Lots of issues here!

Did the world see any *significant* amount of *communism* in the 20th century?
I don't think so.  What it saw mainly was Leninism made even more
paranoid than it intrinsically was by its [correct] perception that
the West was out to exterminate it.  The name for the upshot was Stalinism.

Probably social stratification did diminish in many ways during
the 20th Century.  I believe an "untouchable" recently became Prime
Minister of India.  However, it would still surely be an awkward moment
before the security guards arrived if a clerk walked into the
meeting of the Board of Directors and started chatting with everybody.

"Capitalism".  What do we mean by capitalism?  Surely our present
regime of wage labor requires not only that some be wealthier than
others, but that most be barred from independent access to the
means of production.  But might we not also imagine a world
in which wage labor was *outlawed*, a world in which all persons
were independent producers, and *all* exchanged with others
in the way that, e.g., a self-employed electrician and a
self-employed plumber might interact, or a self-employed
lawyer and a self-employed dentist?  Might this have been
the ideal of the founding fathers of the United States?  Well,
that should give some substance to Bush's emphasis on "purpose"....

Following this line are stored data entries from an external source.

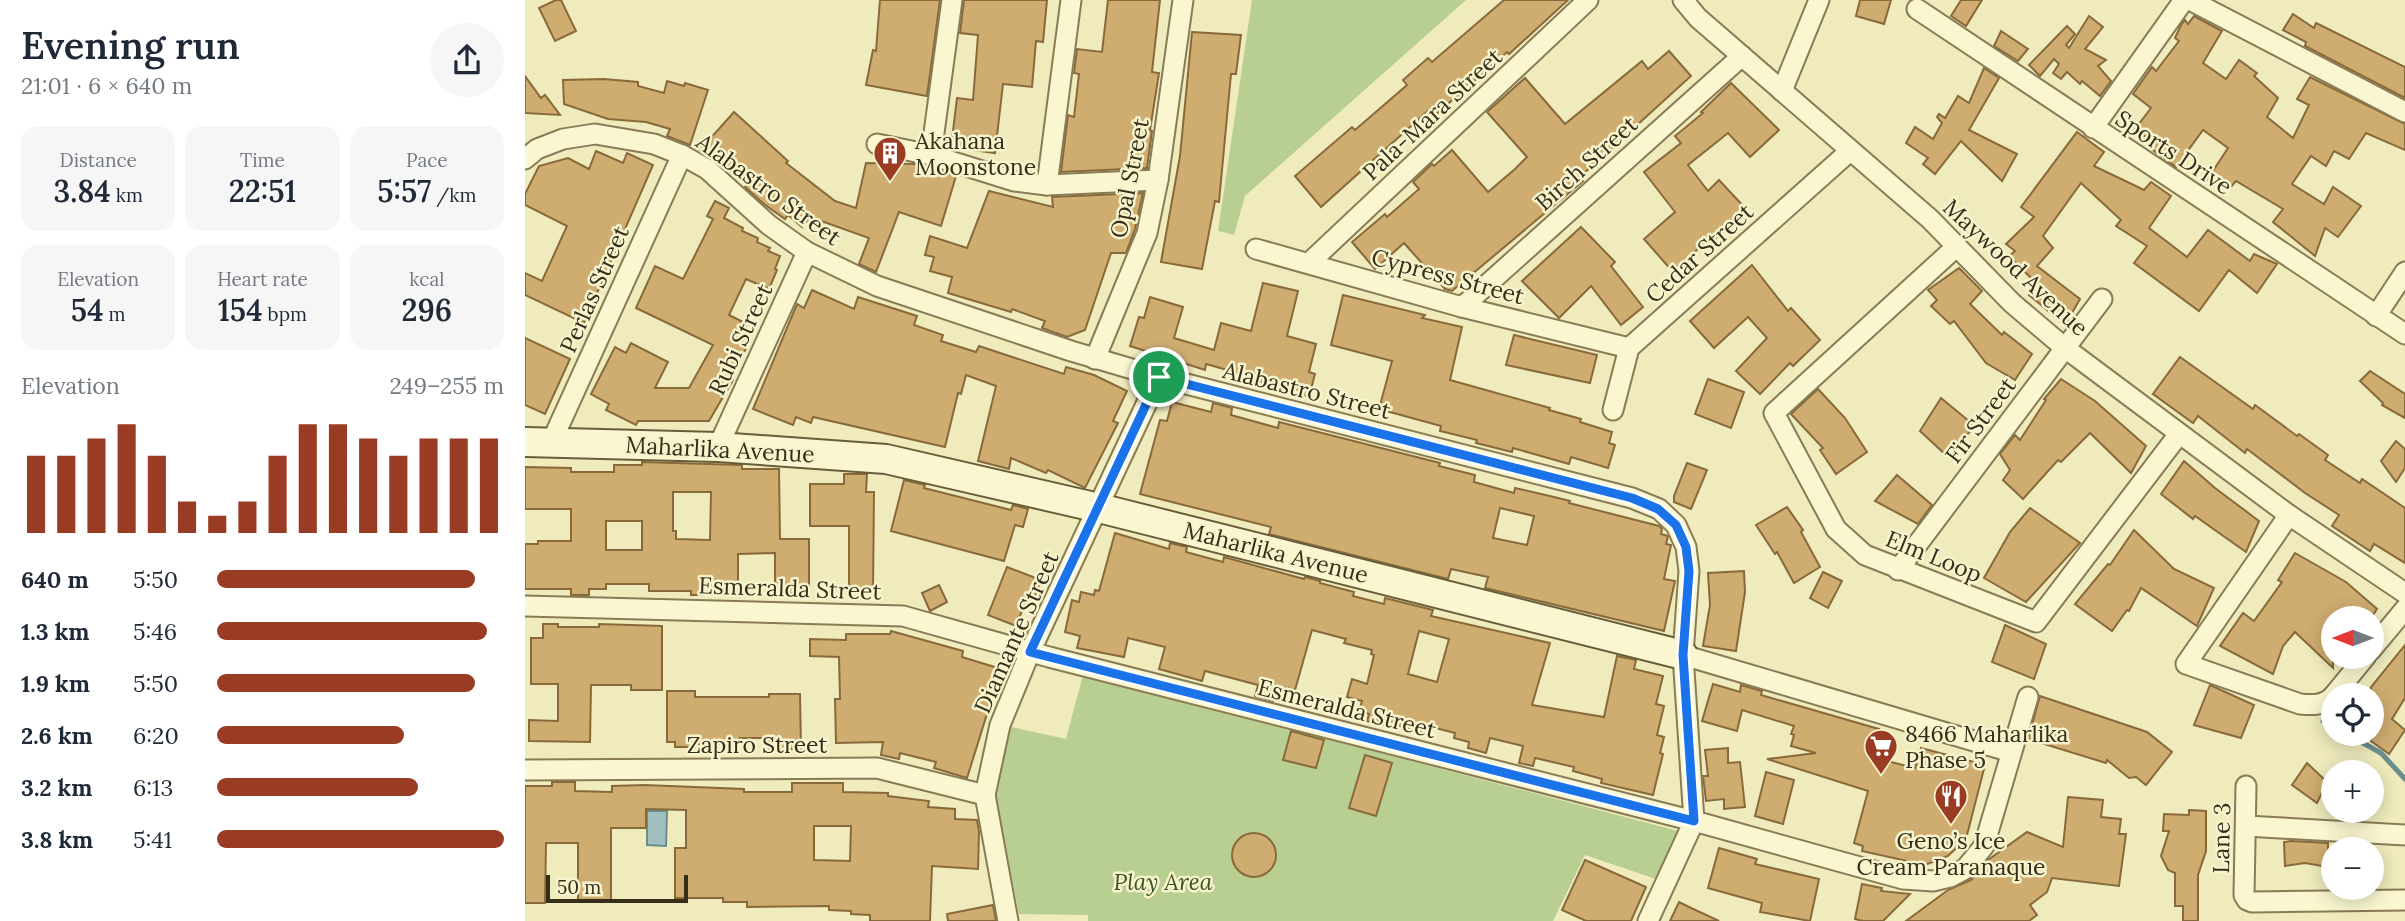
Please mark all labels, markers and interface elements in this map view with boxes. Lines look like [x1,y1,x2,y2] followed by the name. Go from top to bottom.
[21,21,240,69] text: Evening run
[430,23,504,97] button: share
[1356,42,1508,186] street label: Pala-Mara Street
[21,71,192,100] text: 21:01 · 6 × 640 m
[2110,104,2238,200] street label: Sports Drive
[1529,109,1643,216] street label: Birch Street
[1103,116,1155,240] street label: Opal Street
[690,126,847,251] street label: Alabastro Street
[914,126,1036,181] place label: Akahana Moonstone
[871,134,909,183] building icon: Akahana Moonstone
[60,148,137,172] text: Distance
[240,148,285,172] text: Time
[406,148,448,172] text: Pace
[53,172,111,210] text: 3.84
[229,172,296,210] text: 22:51
[377,172,431,210] text: 5:57
[111,183,143,207] text: km
[431,183,476,207] text: /km
[1937,192,2095,342] street label: Maywood Avenue
[1639,197,1759,309] street label: Cedar Street
[553,221,635,357] street label: Perlas Street
[1369,242,1528,310] street label: Cypress Street
[57,267,139,291] text: Elevation
[217,267,308,291] text: Heart rate
[409,267,444,291] text: kcal
[702,279,778,399] street label: Rubi Street
[71,291,104,329] text: 54
[218,291,263,329] text: 154
[402,291,452,329] text: 296
[104,302,126,326] text: m
[263,302,307,326] text: bpm
[1129,347,1189,407] pin
[1219,355,1394,425] street label: Alabastro Street
[1140,358,1178,396] icon: arrive
[21,371,120,400] text: Elevation
[390,371,504,400] text: 249–255 m
[1938,371,2022,469] street label: Fir Street
[625,430,815,468] street label: Maharlika Avenue
[1181,515,1371,589] street label: Maharlika Avenue
[1882,524,1986,588] street label: Elm Loop
[967,546,1065,718] street label: Diamante Street
[21,565,89,594] text: 640 m
[133,565,178,594] text: 5:50
[698,570,882,606] street label: Esmeralda Street
[2321,606,2383,668] north arrow
[2321,606,2384,900] map controls
[21,617,89,646] text: 1.3 km
[133,617,177,646] text: 5:46
[21,669,90,698] text: 1.9 km
[133,669,178,698] text: 5:50
[1255,672,1439,744] street label: Esmeralda Street
[2321,683,2384,746] button: locate
[1905,719,2069,774] place label: 8466 Maharlika Phase 5
[21,721,93,750] text: 2.6 km
[133,721,179,750] text: 6:20
[1862,727,1900,776] supermarket icon: 8466 Maharlika Phase 5
[687,730,827,759] street label: Zapiro Street
[2321,760,2384,823] button: +
[21,773,92,802] text: 3.2 km
[133,773,173,802] text: 6:13
[1932,777,1970,826] restaurant icon: Geno’s Ice Cream Paranaque
[2206,802,2236,874] street label: Lane 3
[21,825,93,854] text: 3.8 km
[133,825,172,854] text: 5:41
[1856,826,2046,881] place label: Geno’s Ice Cream Paranaque
[2321,837,2384,900] button: −
[1114,867,1213,896] park label: Play Area
[546,872,688,904] scale bar
[557,875,601,899] text: 50 m

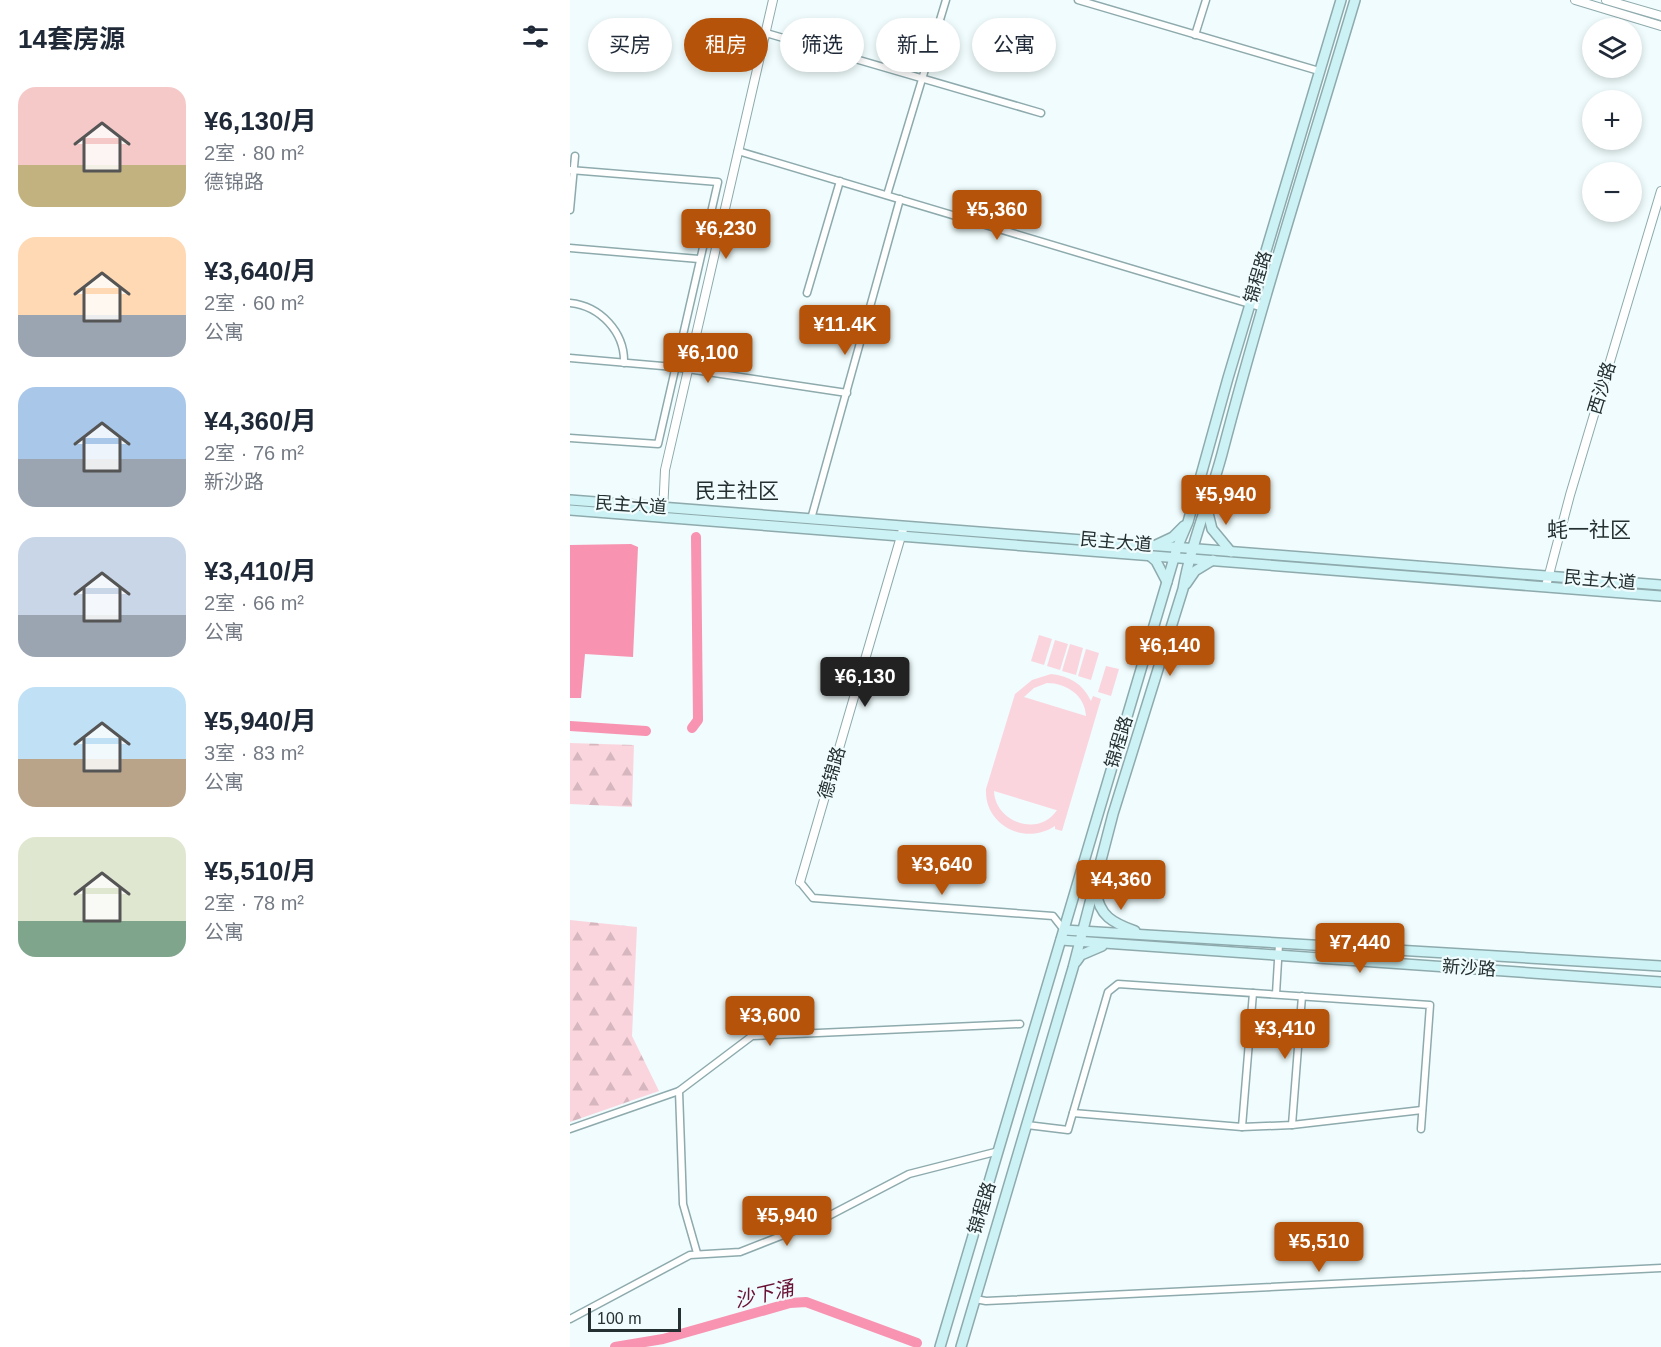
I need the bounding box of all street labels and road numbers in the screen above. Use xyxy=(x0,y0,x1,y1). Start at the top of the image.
street label: 锦程路 xyxy=(1241,248,1275,306)
street label: 西沙路 xyxy=(1585,359,1619,417)
street label: 民主大道 xyxy=(594,493,668,517)
street label: 民主大道 xyxy=(1079,529,1153,555)
street label: 民主大道 xyxy=(1563,567,1637,593)
street label: 锦程路 xyxy=(1102,713,1136,771)
street label: 德锦路 xyxy=(815,744,849,802)
street label: 新沙路 xyxy=(1441,956,1497,980)
street label: 锦程路 xyxy=(965,1179,999,1237)

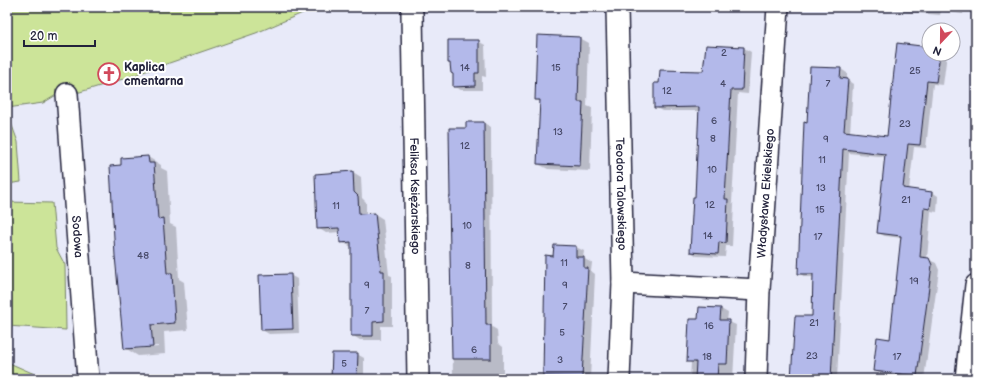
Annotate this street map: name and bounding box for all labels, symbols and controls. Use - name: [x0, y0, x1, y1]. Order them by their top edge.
- scale bar: [24, 22, 95, 48]
- north arrow: [921, 22, 961, 62]
- text: 20 m: [30, 29, 57, 44]
- text: N: [931, 43, 944, 58]
- house number: 2: [721, 47, 727, 59]
- place label: Kaplica cmentarna: [124, 60, 184, 89]
- church icon: Kaplica cmentarna: [96, 61, 122, 87]
- house number: 14: [460, 62, 470, 74]
- house number: 15: [551, 62, 561, 74]
- house number: 25: [909, 65, 921, 77]
- house number: 4: [720, 78, 726, 90]
- house number: 7: [826, 78, 831, 90]
- house number: 12: [662, 85, 672, 97]
- house number: 6: [711, 115, 717, 127]
- house number: 23: [899, 118, 911, 130]
- house number: 13: [553, 126, 563, 138]
- street label: Władysława Ekielskiego: [754, 128, 777, 259]
- house number: 8: [710, 133, 716, 145]
- house number: 9: [823, 133, 829, 145]
- street label: Feliksa Księżarskiego: [407, 137, 423, 255]
- street label: Teodora Talowskiego: [612, 137, 630, 251]
- house number: 12: [460, 140, 470, 152]
- house number: 11: [818, 154, 826, 166]
- house number: 10: [707, 164, 717, 176]
- house number: 13: [816, 182, 826, 194]
- house number: 21: [901, 194, 911, 206]
- house number: 12: [705, 199, 715, 211]
- house number: 11: [332, 200, 340, 212]
- house number: 15: [815, 204, 825, 216]
- street label: Sodowa: [68, 215, 87, 259]
- house number: 10: [462, 220, 472, 232]
- house number: 14: [703, 230, 713, 242]
- house number: 17: [814, 231, 822, 243]
- house number: 48: [137, 250, 149, 262]
- house number: 11: [560, 257, 568, 269]
- house number: 8: [465, 260, 471, 272]
- house number: 19: [909, 275, 919, 287]
- house number: 9: [364, 279, 370, 291]
- house number: 9: [562, 279, 568, 291]
- house number: 7: [563, 301, 568, 313]
- house number: 7: [365, 305, 370, 317]
- house number: 21: [809, 317, 819, 329]
- house number: 16: [704, 320, 714, 332]
- house number: 5: [559, 327, 565, 339]
- house number: 6: [471, 344, 477, 356]
- house number: 23: [806, 350, 818, 362]
- house number: 18: [702, 351, 712, 363]
- house number: 17: [893, 351, 901, 363]
- house number: 3: [557, 354, 563, 366]
- house number: 5: [341, 358, 347, 370]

> > Another question: How might Cuba have turned out ha the United States
> > not done everything in its power to starve the Cuban people into
> > overthrowing Castro?  We know that, at first, Castro was generally
> > receptive toward the United States, but for obvious reasons he was
> > forced to turn to the Soviet Union.
>
> I think what you write above about Cuba is based on hindsight rather than
> foresight.

I had those thoughts in 1969, when I subscribed to Granma and even
papered my living room wall with it.

> Whenever embargos are placed on a country (like Sadam Hussein's
> Iraq) the intention is to weaken the political power with the added plight
> of starving the innocent bystanders. Perhaps both in Cuba and Iraq the
> intention was to overthrow the government but in neither case did it work --
> in Iraq, Hussein's allegience lies with his family; Cuba faired a bit better
> in that Castro tended to the poor folk and gave everyone a subsistance level
> existence;

If one can say this of Castro even after how his regime was
persecuted by its big bully neighbor, that sounds like he did pretty
decent.  Did Batista do better for the poor folk?

[snip]
> But now that the SU is
> non-existant
[snip]

I cannot resist repeating something I thought when the
devolution of the Soviet system started:  How proud the West
(esp. the Reaganomic USA!) should be to have so dramatically
improved the lives of all the people in former Communist
captivity!  It seems we are going to reap the rewards of
our altruism by the plague of antibiotic resistant
tuberculosis which is now raging in free Russia coming to
our shores.

There are many "little people" who miss the bad old days in
Eastern Europe and Russia.

[snip]
> Well, I remember Warren Beaty in Reds and although the movie was upbeat,
> that socialistic way of maintaining the world works in a particular agrarian
> economy.  But when the economy becomes technological, the playing field
> changes.
[snip]

Interesting.  I learned it the other way around: The Russian Revolution
failed largely because Russia was still an agrarian economy.  Soviets
flourish in factories, not in the fields.  I think the outcome might have
been better had Russia and Germany switched places, and the successful
revolution have occurred in the advanced industrial country instead of the
still largely medieval one.

[snip]
> > It would even be a start if more
> > PhDs had some "scholarship", and not just mastery or some
> > disciplinary domain (an "art" or "science").
>
> Great!  Looks as though I've hit upon a common front!  And yes, the
> educational system in the US needs major reform.  We're churning out a bunch
> of ill trained PhDs who can't write and many who can't read.  And in my
> book, that's absolutely HORRIBLE!
[snip]

My only disagreement here is that these PhDs are very *well trained*.
They just aren't [humanistically] *educated*.  They don't need to be
able to express themselves in "ordinary language".  The only things
they need to write are computer programs and other abstract
notations.  This they can do very well.  And they can read
the same notations quite well, also.  What I presume you mean is
that they have little of [humanistic] value to say, and little
interest in this fact.  I look upon the teaching of engineering ethics
in engineering programs as a hopeful sign.  I also think recent
efforts to rehabilitate "rhetoric" (e.g., by Carlo Ginzburg) as
hopeful.  To repeat some words I saw in someone's email sig:

    Data is not information.
    Information is not knowledge.
    Knowledge is not wisdom.

I also recently saw someone describe themselves as
engaged in a profession which might provide a label for
some of the not-exactly-expertise we so desperately need.
He called himself a:

    Deconsultant

+\brad mccormick

--
   Let your light so shine before men,
               that they may see your good works.... (Matt 5:16)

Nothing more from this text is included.